Critics’ Picks

Vivian Greven, Qulla I, 2020, oil and acrylic on canvas, 19 1/2 x 15".

Vivian Greven, Qulla I, 2020, oil and acrylic on canvas, 19 1/2 x 15".


Vivian Greven

Palais Stut-ter-home market-place 1
November 21, 2020–May 30, 2021

“Apple,” the title of Vivian Greven’s latest exhibition, evokes a neat range of associations, from the Tree of Knowledge, to William Tell’s arrow, to the computer brand. If the fifteen paintings here recall ancient Greek statuary in their depictions of smoothly modeled nudes, their finely glazed shapes and electric sheen also suggest the inhabitants of digital nonspace. Existing somewhere between Adonis and avatar, the figures never fully register as flesh. Although Greven is careful to avoid any expressive mark-making, the illusionistic spell is occasionally broken, as in APL (all works 2020) in which an array of Apple logos (minus the trademark bite) dots the canvas, or Ham II, whose elevated vertical represents an arrow through the throat. To heighten the artificiality of the environment, the gallery’s five rooms have been painted different pastels to match the dominant hue of the works on display.

Despite so much touch and skin, the work does not come across as particularly erotic. The result is balanced; what appears soft and attractive is at the same time cold and considered.

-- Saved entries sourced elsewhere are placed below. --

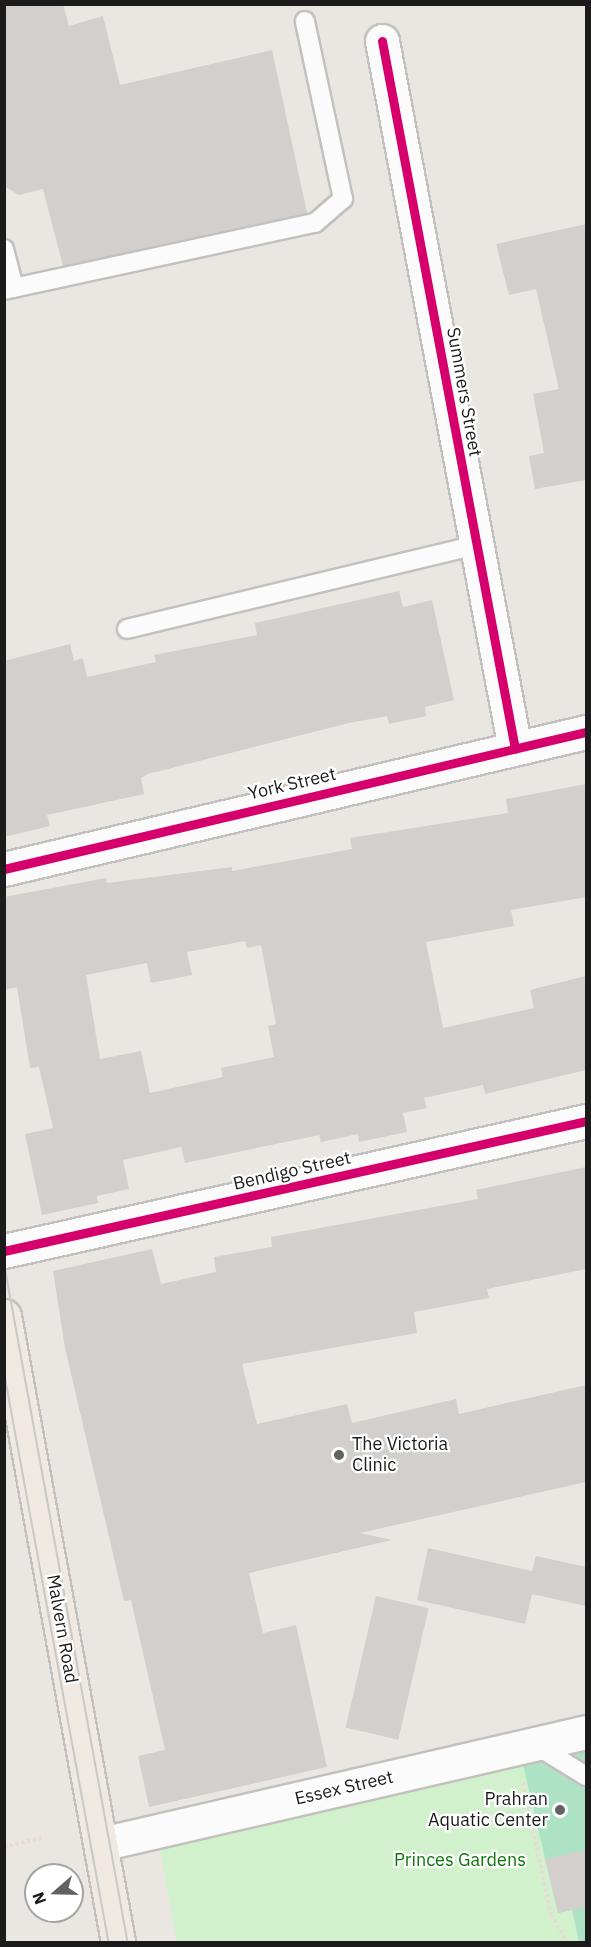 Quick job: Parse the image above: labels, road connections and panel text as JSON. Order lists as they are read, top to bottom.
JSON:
{
  "streets": {
    "main road": ["Malvern Road"],
    "street": [
      "Summers Street",
      "York Street",
      "Bendigo Street",
      "Essex Street"
    ]
  },
  "crossings": [
    ["Summers Street", "York Street"],
    ["Malvern Road", "Essex Street"]
  ],
  "parks": ["Princes Gardens"],
  "places": ["The Victoria Clinic", "Prahran Aquatic Center"],
  "north": "left"
} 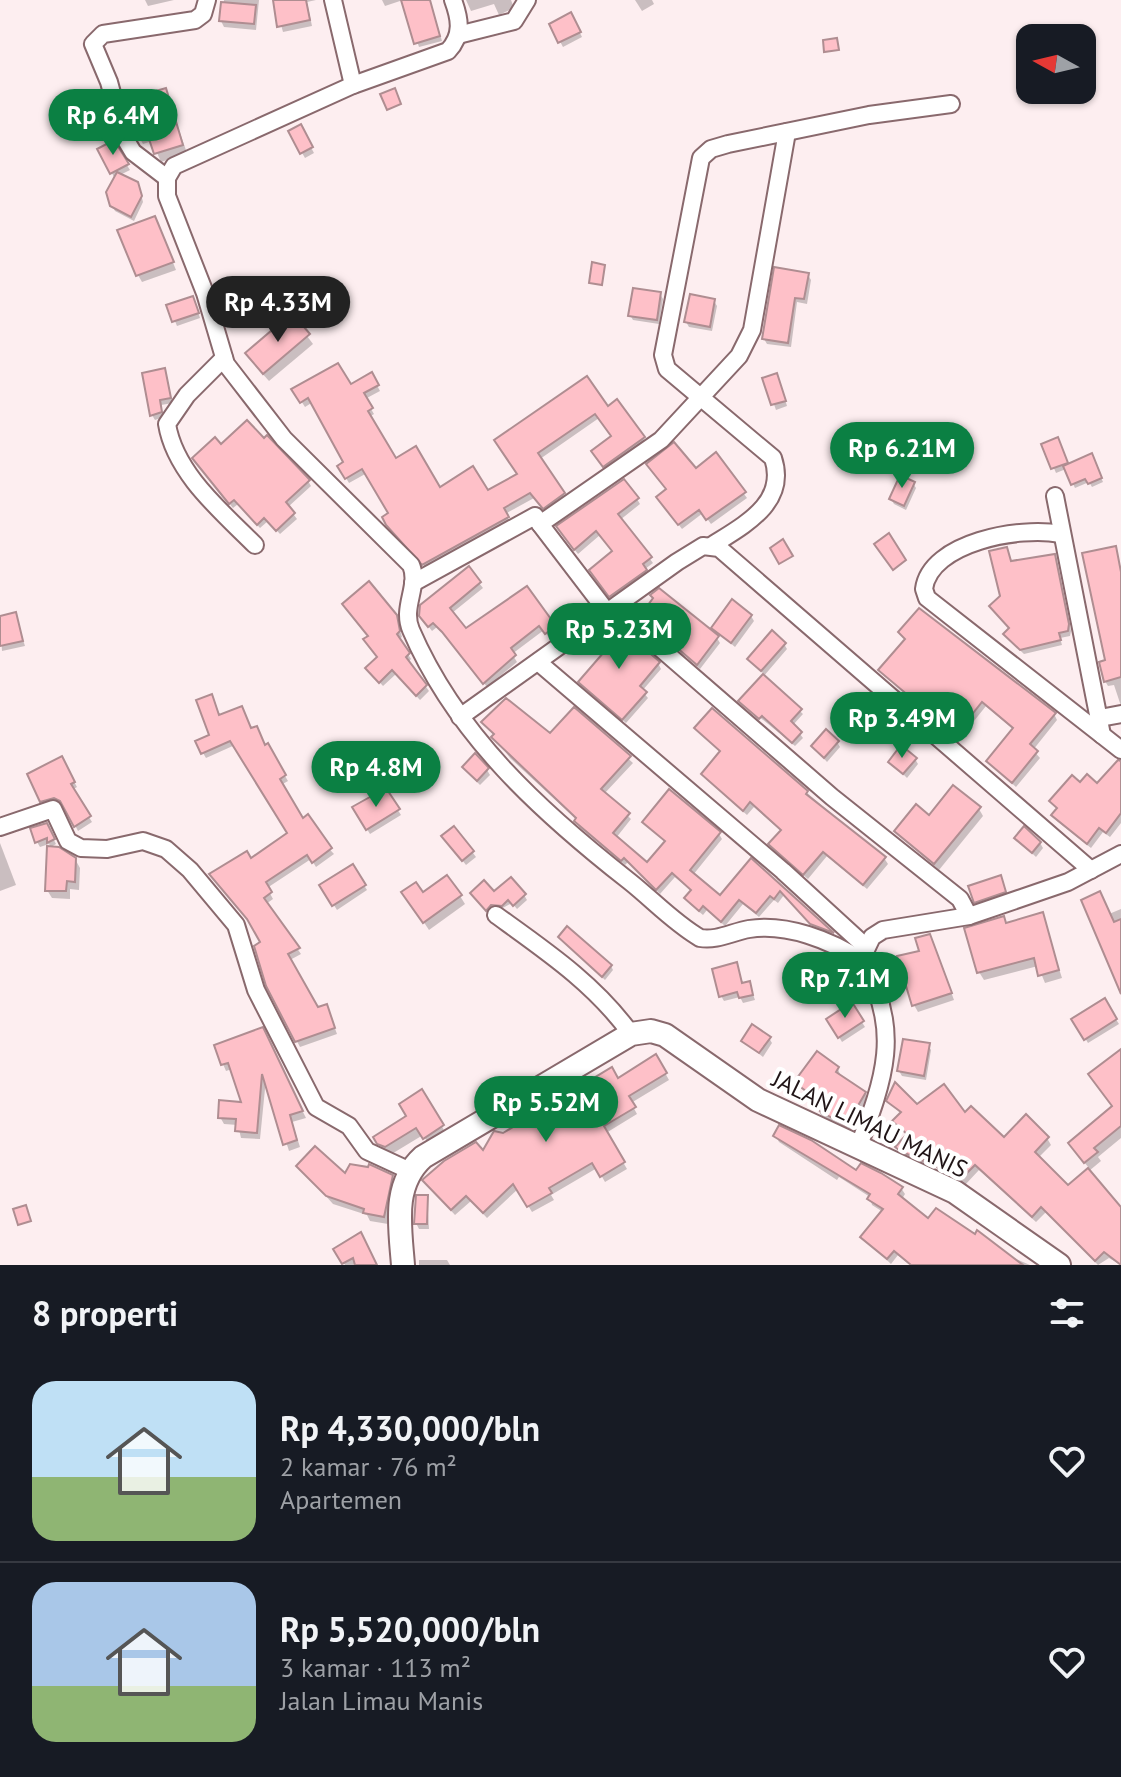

The airy figures present themselves not just as an invented reality but also as a willing surface for projections, as they play their part in the daily traffic of gazes. The staged physicality unfolds most pointedly in the “Qulla” series, whose subjects graze their own marmoreal torsos only to find a fleck of white paint at their fingertips, a gesture suspended between erasure and creation.